**What you should do**
The entries that follow should be repeated exactly, with no pictures kept.

**Source records**
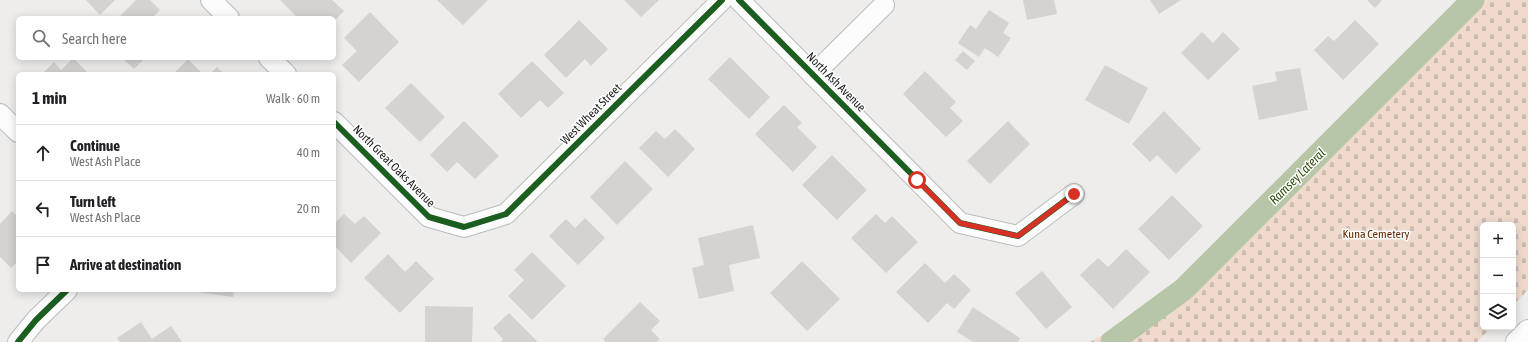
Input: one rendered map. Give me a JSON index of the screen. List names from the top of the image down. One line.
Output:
{"streets":{"street":["North Ash Avenue","West Wheat Street","North Great Oaks Avenue"]},"crossings":[["West Wheat Street","North Great Oaks Avenue"]],"water":["Ramsey Lateral"],"parks":["Kuna Cemetery"],"page":{"search":"Search here","heading":["1 min","Walk · 60 m"],"list":[["Continue","West Ash Place","40 m"],["Turn left","West Ash Place","20 m"],"Arrive at destination"],"map_buttons":["+","−"]}}
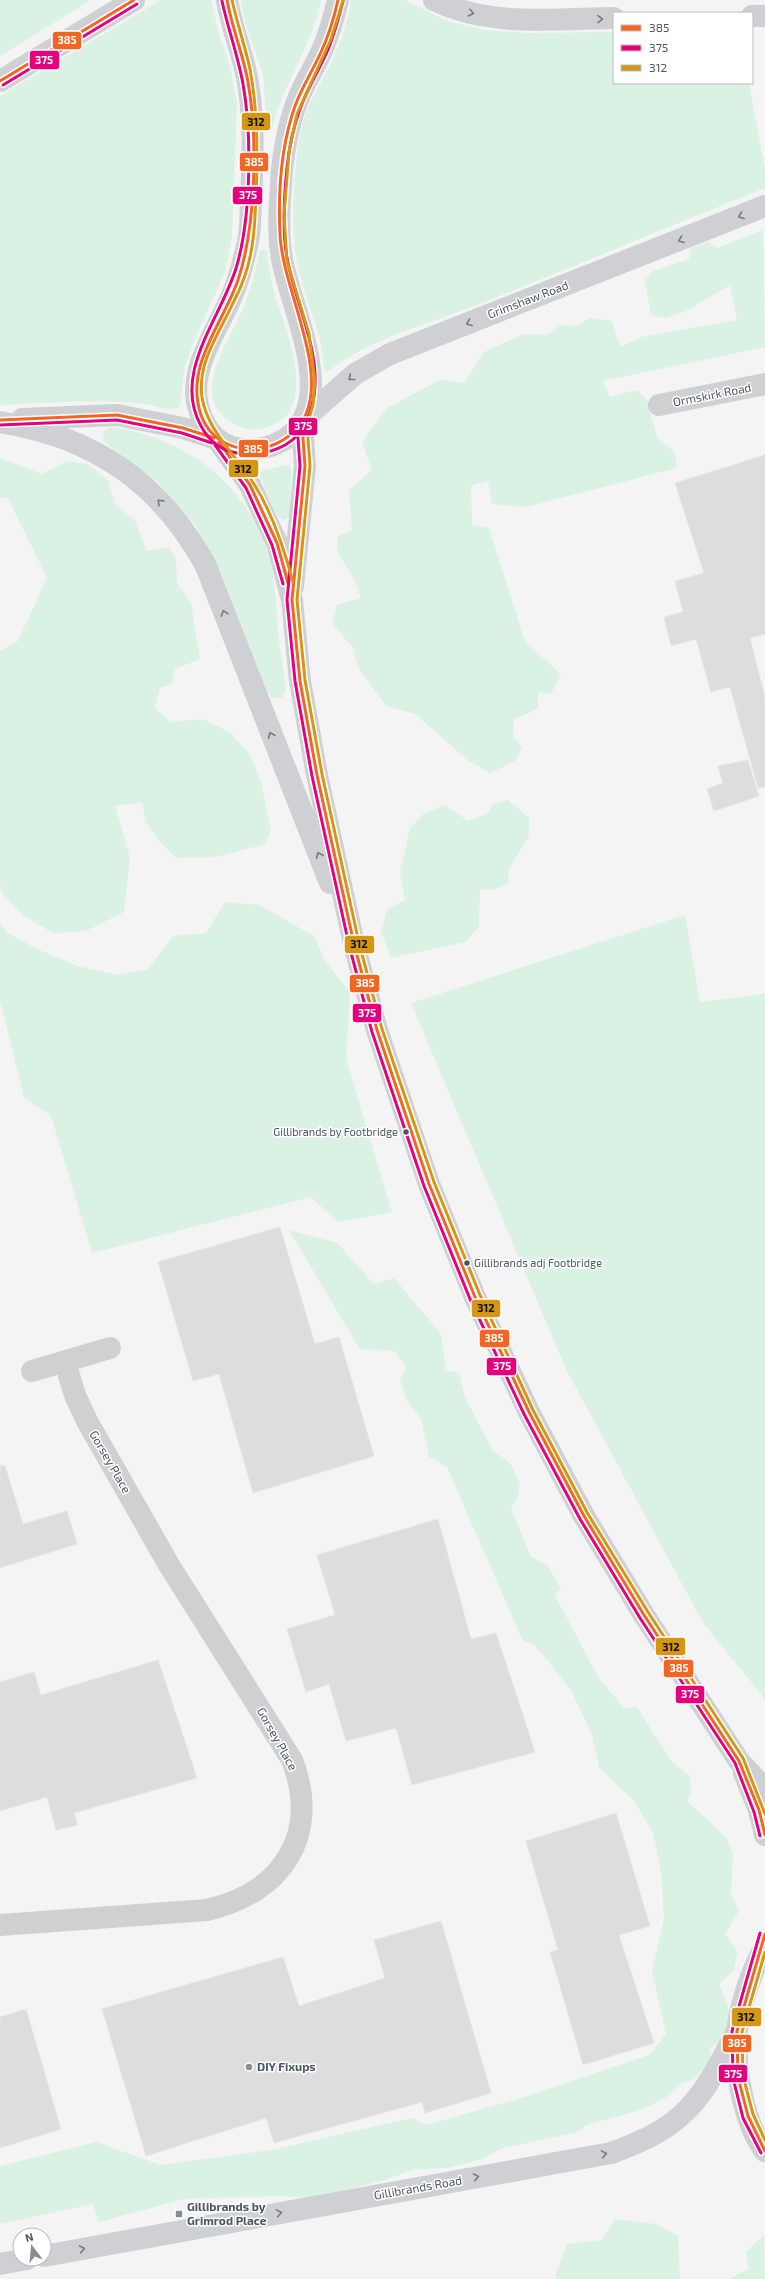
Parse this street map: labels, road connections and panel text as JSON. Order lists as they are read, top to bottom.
{
  "streets": {
    "street": [
      "Grimshaw Road",
      "Ormskirk Road",
      "Gorsey Place",
      "Gillibrands Road"
    ]
  },
  "one_way": ["Grimshaw Road", "Gillibrands Road"],
  "places": {
    "other": ["Gillibrands by Footbridge", "Gillibrands adj Footbridge", "DIY Fixups"],
    "transit": ["Gillibrands by Grimrod Place"]
  },
  "lines": ["transit line 385", "transit line 312", "transit line 375"],
  "legend": ["385", "375", "312"],
  "north": "top"
}
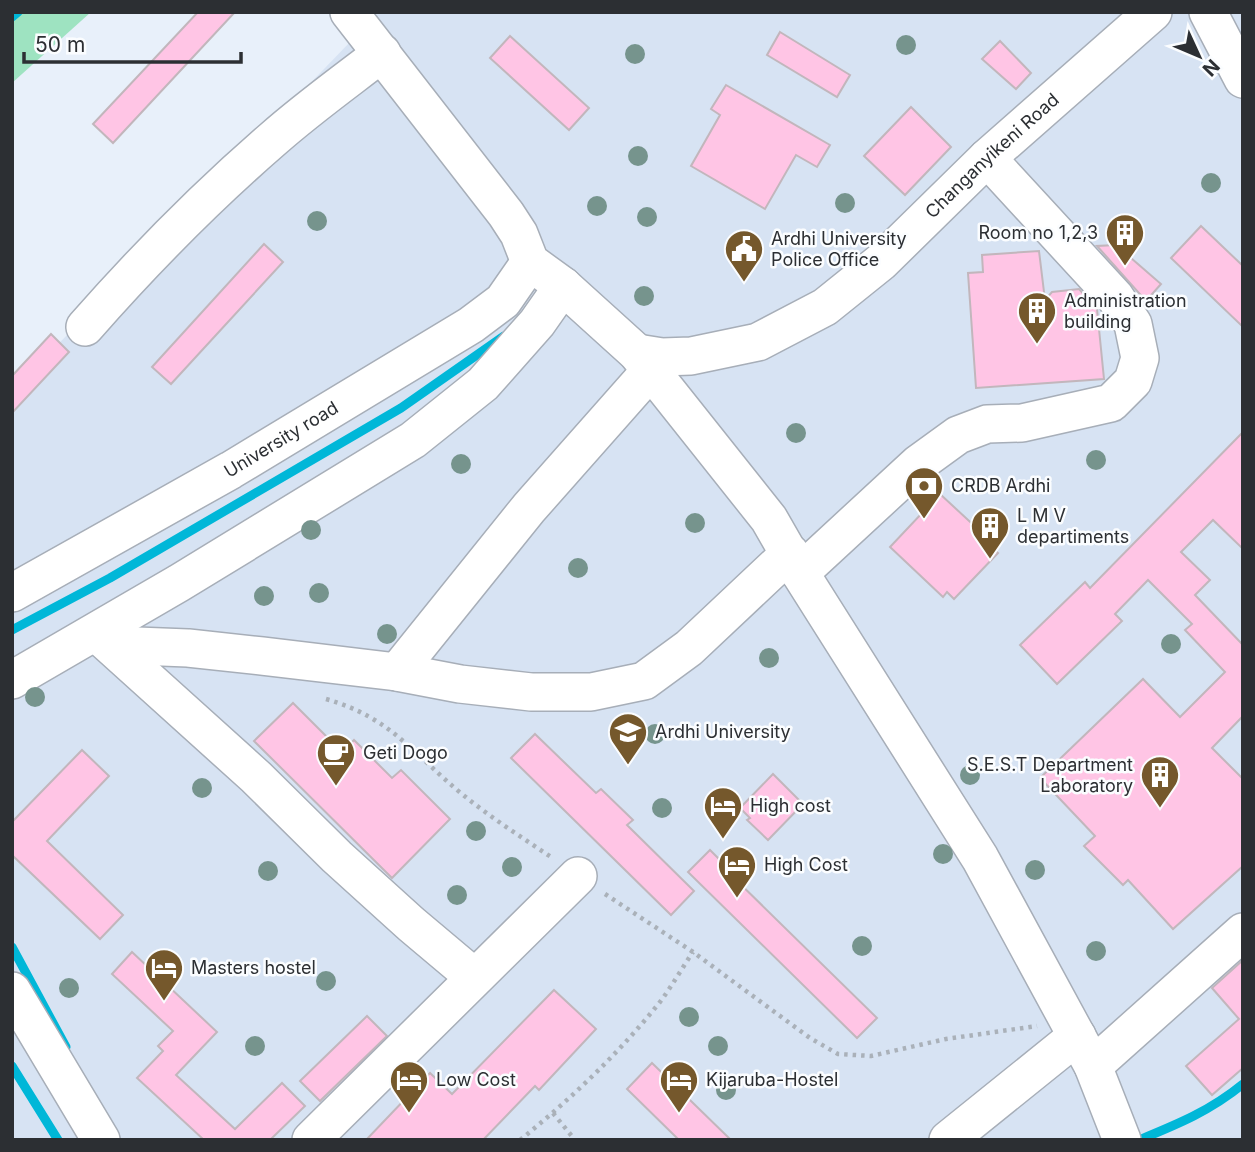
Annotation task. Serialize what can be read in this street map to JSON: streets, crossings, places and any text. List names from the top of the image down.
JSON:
{
  "streets": {
    "street": ["Changanyikeni Road", "University road"]
  },
  "places": {
    "building": [
      "Room no 1,2,3",
      "Administration building",
      "L M V departiments",
      "S.E.S.T Department Laboratory"
    ],
    "public building": ["Ardhi University Police Office"],
    "bank": ["CRDB Ardhi"],
    "school or university": ["Ardhi University"],
    "cafe": ["Geti Dogo"],
    "hotel": [
      "High cost",
      "High Cost",
      "Masters hostel",
      "Low Cost",
      "Kijaruba-Hostel"
    ]
  },
  "scale_bar": "50 m",
  "north": "bottom right"
}
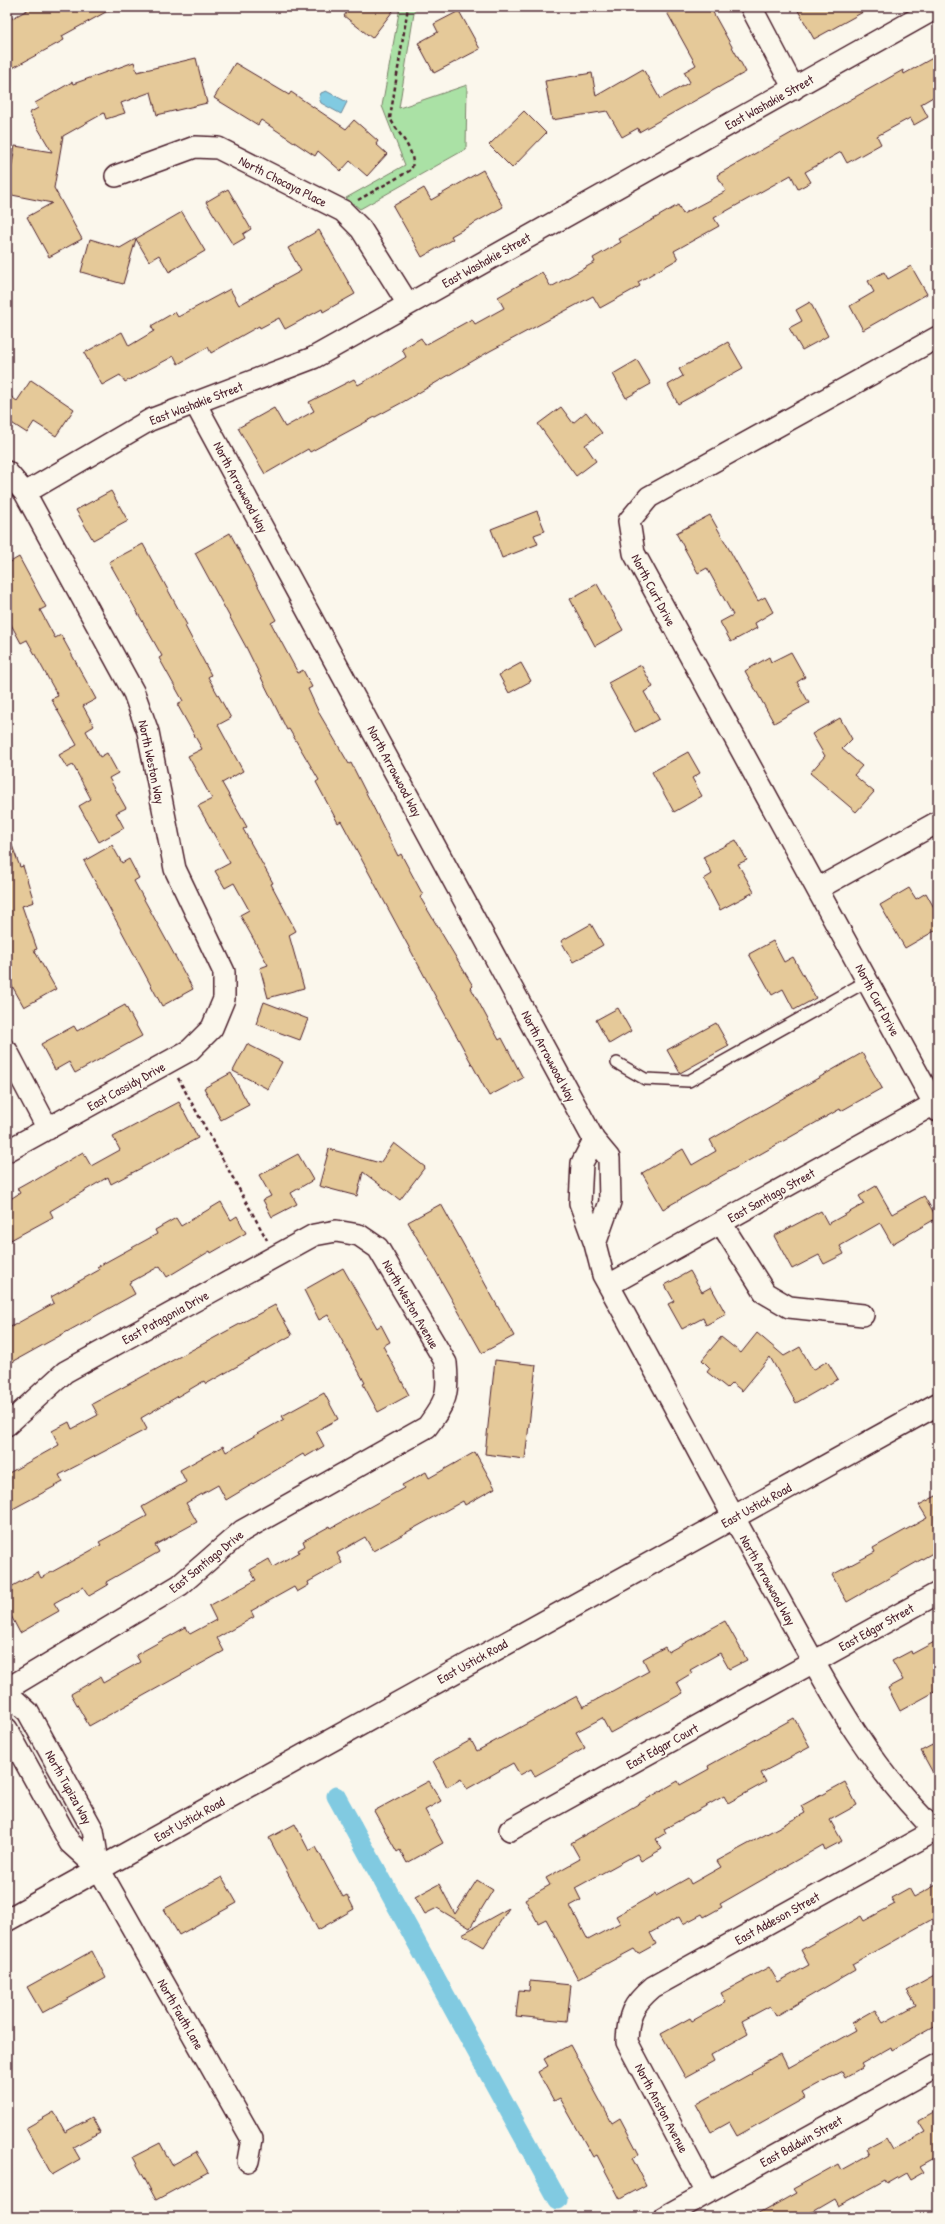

**Exercise solution**
Input: one rendered map. Give me a JSON index of the screen. List names from the top of the image down. One line.
Output:
{"streets":{"street":["North Ash Avenue","West Wheat Street","North Great Oaks Avenue"]},"crossings":[["West Wheat Street","North Great Oaks Avenue"]],"water":["Ramsey Lateral"],"parks":["Kuna Cemetery"],"page":{"search":"Search here","heading":["1 min","Walk · 60 m"],"list":[["Continue","West Ash Place","40 m"],["Turn left","West Ash Place","20 m"],"Arrive at destination"],"map_buttons":["+","−"]}}
Parse this street map: labels, road connections and panel text as JSON. Order lists as they are read, top to bottom.
{
  "streets": {
    "street": [
      "Grimshaw Road",
      "Ormskirk Road",
      "Gorsey Place",
      "Gillibrands Road"
    ]
  },
  "one_way": ["Grimshaw Road", "Gillibrands Road"],
  "places": {
    "other": ["Gillibrands by Footbridge", "Gillibrands adj Footbridge", "DIY Fixups"],
    "transit": ["Gillibrands by Grimrod Place"]
  },
  "lines": ["transit line 385", "transit line 312", "transit line 375"],
  "legend": ["385", "375", "312"],
  "north": "top"
}
Annotation task. Serialize what can be read in this street map to JSON: streets, crossings, places and any text. List names from the top of the image down.
JSON:
{
  "streets": {
    "street": ["Changanyikeni Road", "University road"]
  },
  "places": {
    "building": [
      "Room no 1,2,3",
      "Administration building",
      "L M V departiments",
      "S.E.S.T Department Laboratory"
    ],
    "public building": ["Ardhi University Police Office"],
    "bank": ["CRDB Ardhi"],
    "school or university": ["Ardhi University"],
    "cafe": ["Geti Dogo"],
    "hotel": [
      "High cost",
      "High Cost",
      "Masters hostel",
      "Low Cost",
      "Kijaruba-Hostel"
    ]
  },
  "scale_bar": "50 m",
  "north": "bottom right"
}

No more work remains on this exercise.